■ TASK OBJECTIVE:
Without including any images, set down the records below exactly.

Dataset records
★ ★ ★ ★ ★ ★ ★

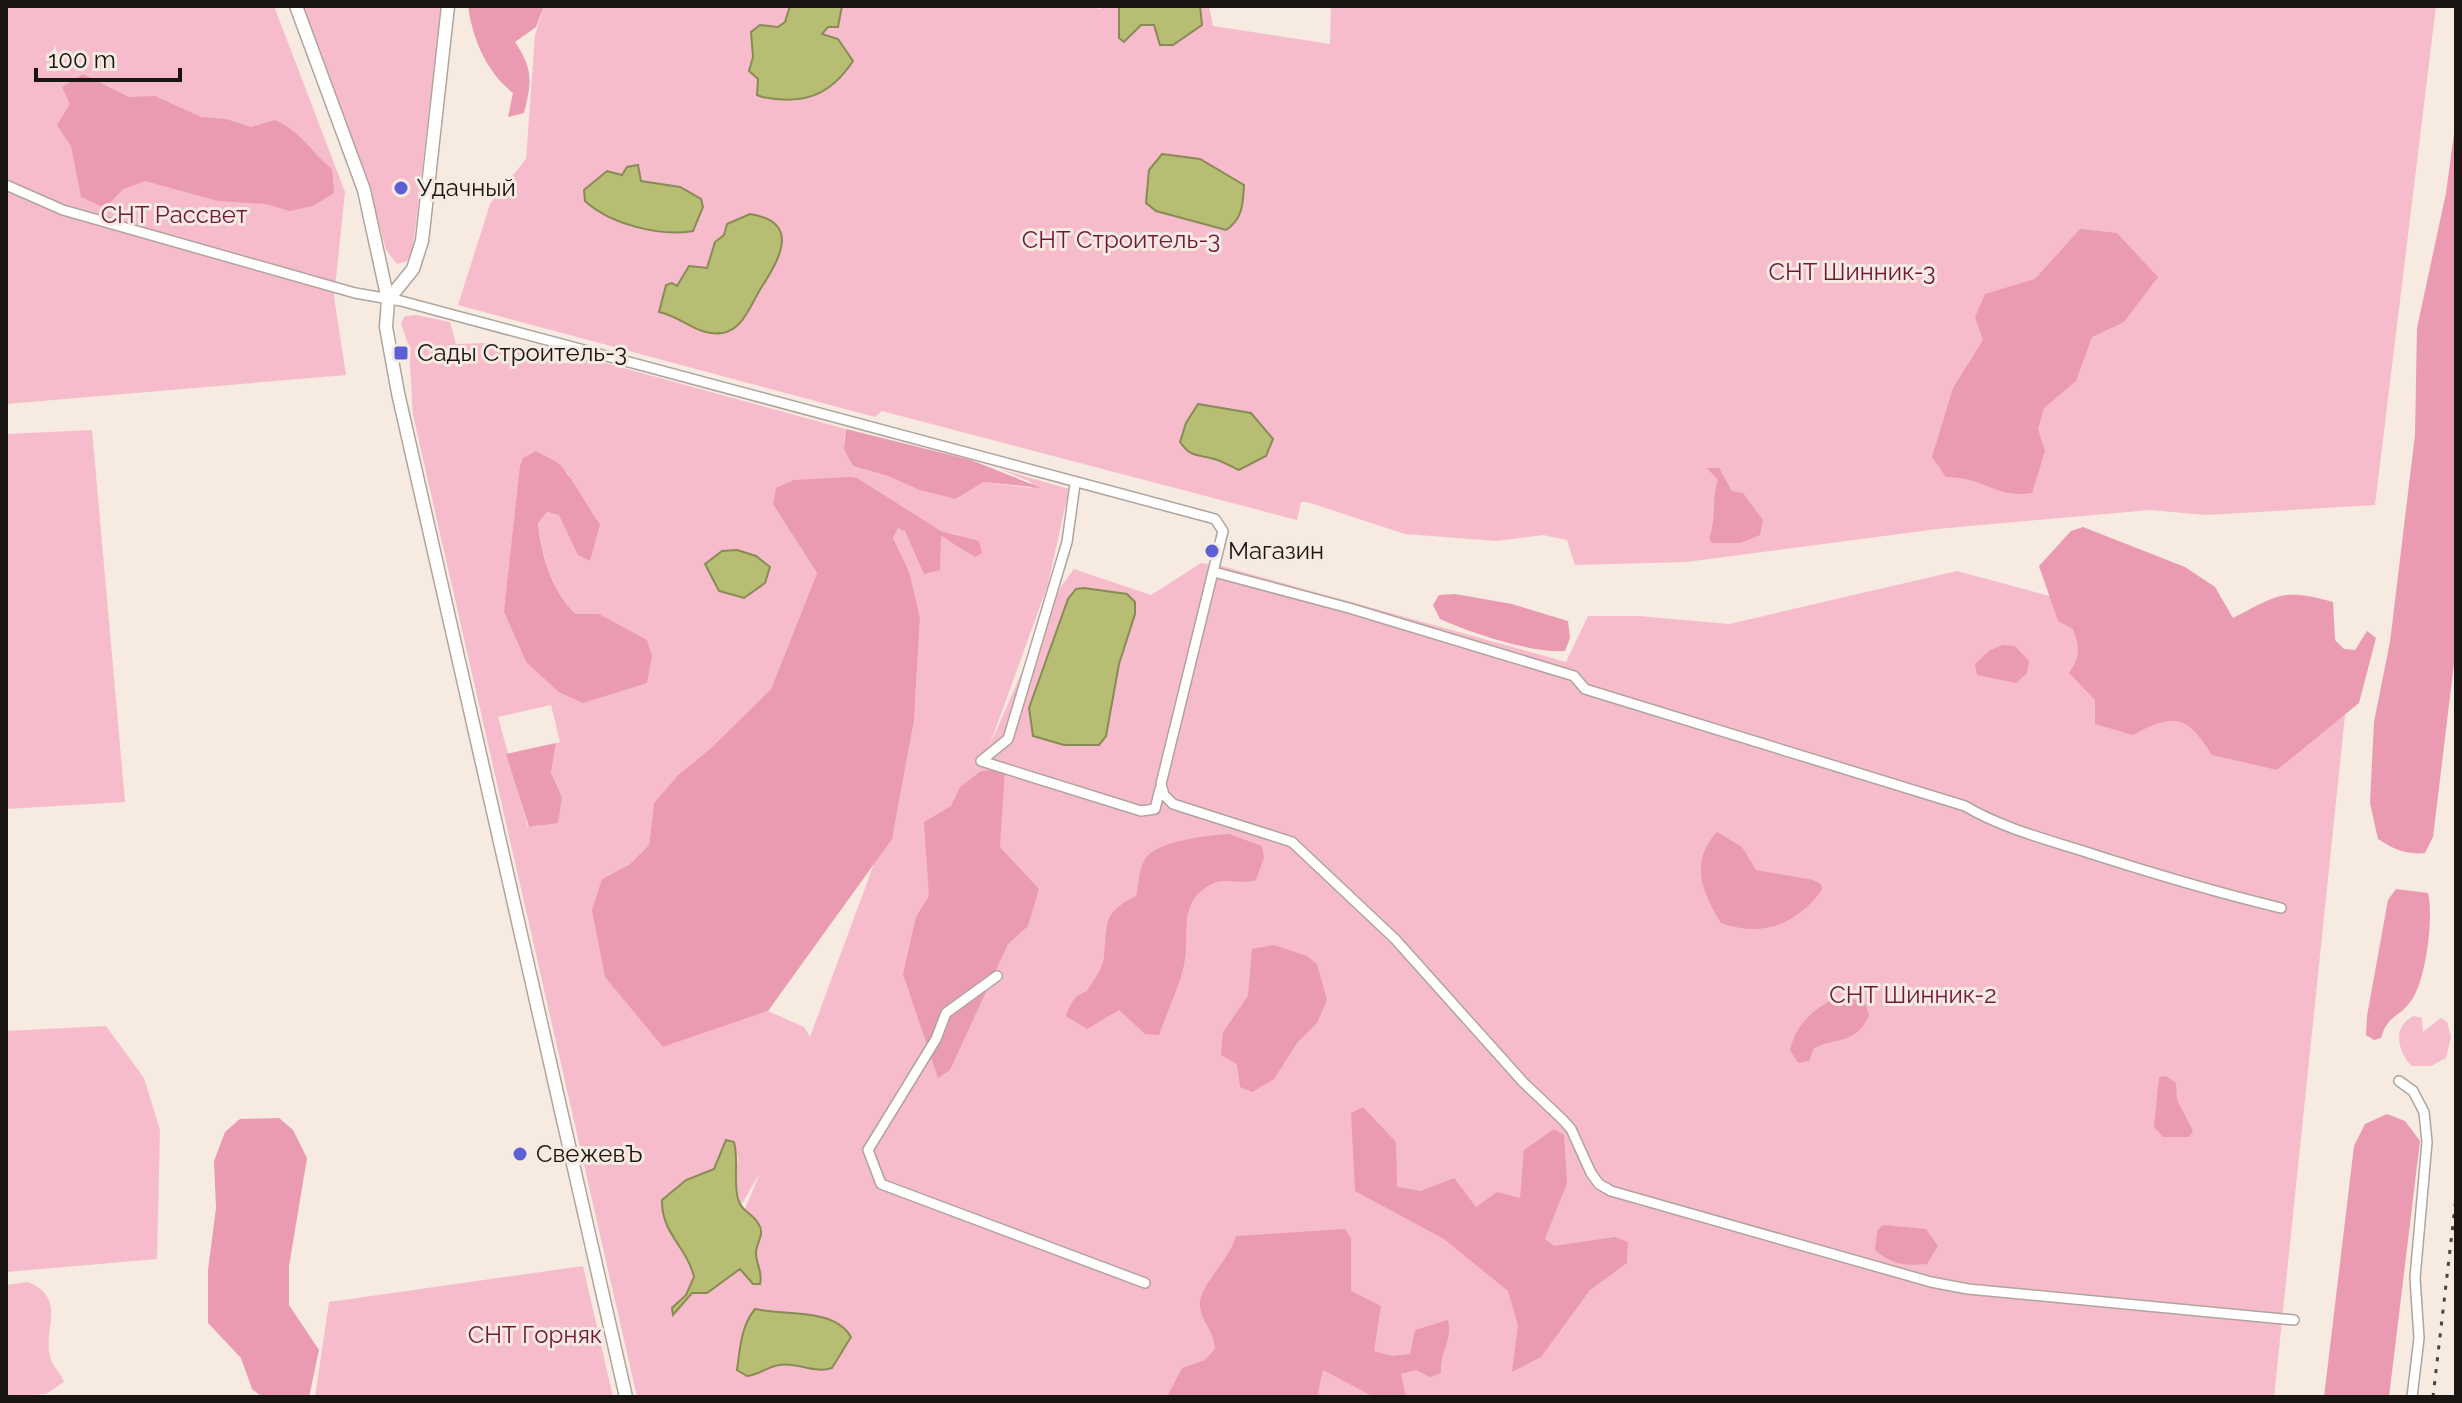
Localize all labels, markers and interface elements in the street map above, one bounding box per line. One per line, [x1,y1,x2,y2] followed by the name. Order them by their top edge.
[36,32,180,82] scale bar
[48,45,116,74] text: 100 m
[417,173,516,202] place label: Удачный
[392,179,410,197] marker: Удачный
[101,200,248,229] park label: СНТ Рассвет
[1022,225,1220,254] park label: СНТ Строитель-3
[1768,257,1936,286] park label: СНТ Шинник-3
[417,338,627,367] place label: Сады Строитель-3
[392,344,410,362] marker: Сады Строитель-3
[1228,536,1324,565] place label: Магазин
[1203,542,1221,560] marker: Магазин
[1829,980,1997,1009] park label: СНТ Шинник-2
[536,1139,643,1168] place label: СвежевЪ
[511,1145,529,1163] marker: СвежевЪ
[468,1320,602,1349] park label: СНТ Горняк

★ ★ ★ ★ ★ ★ ★

■ COMPLETED TASK:
Localize all labels, markers and interface elements in the street map above, one bounding box per line. One per line, [x1,y1,x2,y2] followed by the name. Order them by their top edge.
[36,32,180,82] scale bar
[48,45,116,74] text: 100 m
[417,173,516,202] place label: Удачный
[392,179,410,197] marker: Удачный
[101,200,248,229] park label: СНТ Рассвет
[1022,225,1220,254] park label: СНТ Строитель-3
[1768,257,1936,286] park label: СНТ Шинник-3
[417,338,627,367] place label: Сады Строитель-3
[392,344,410,362] marker: Сады Строитель-3
[1228,536,1324,565] place label: Магазин
[1203,542,1221,560] marker: Магазин
[1829,980,1997,1009] park label: СНТ Шинник-2
[536,1139,643,1168] place label: СвежевЪ
[511,1145,529,1163] marker: СвежевЪ
[468,1320,602,1349] park label: СНТ Горняк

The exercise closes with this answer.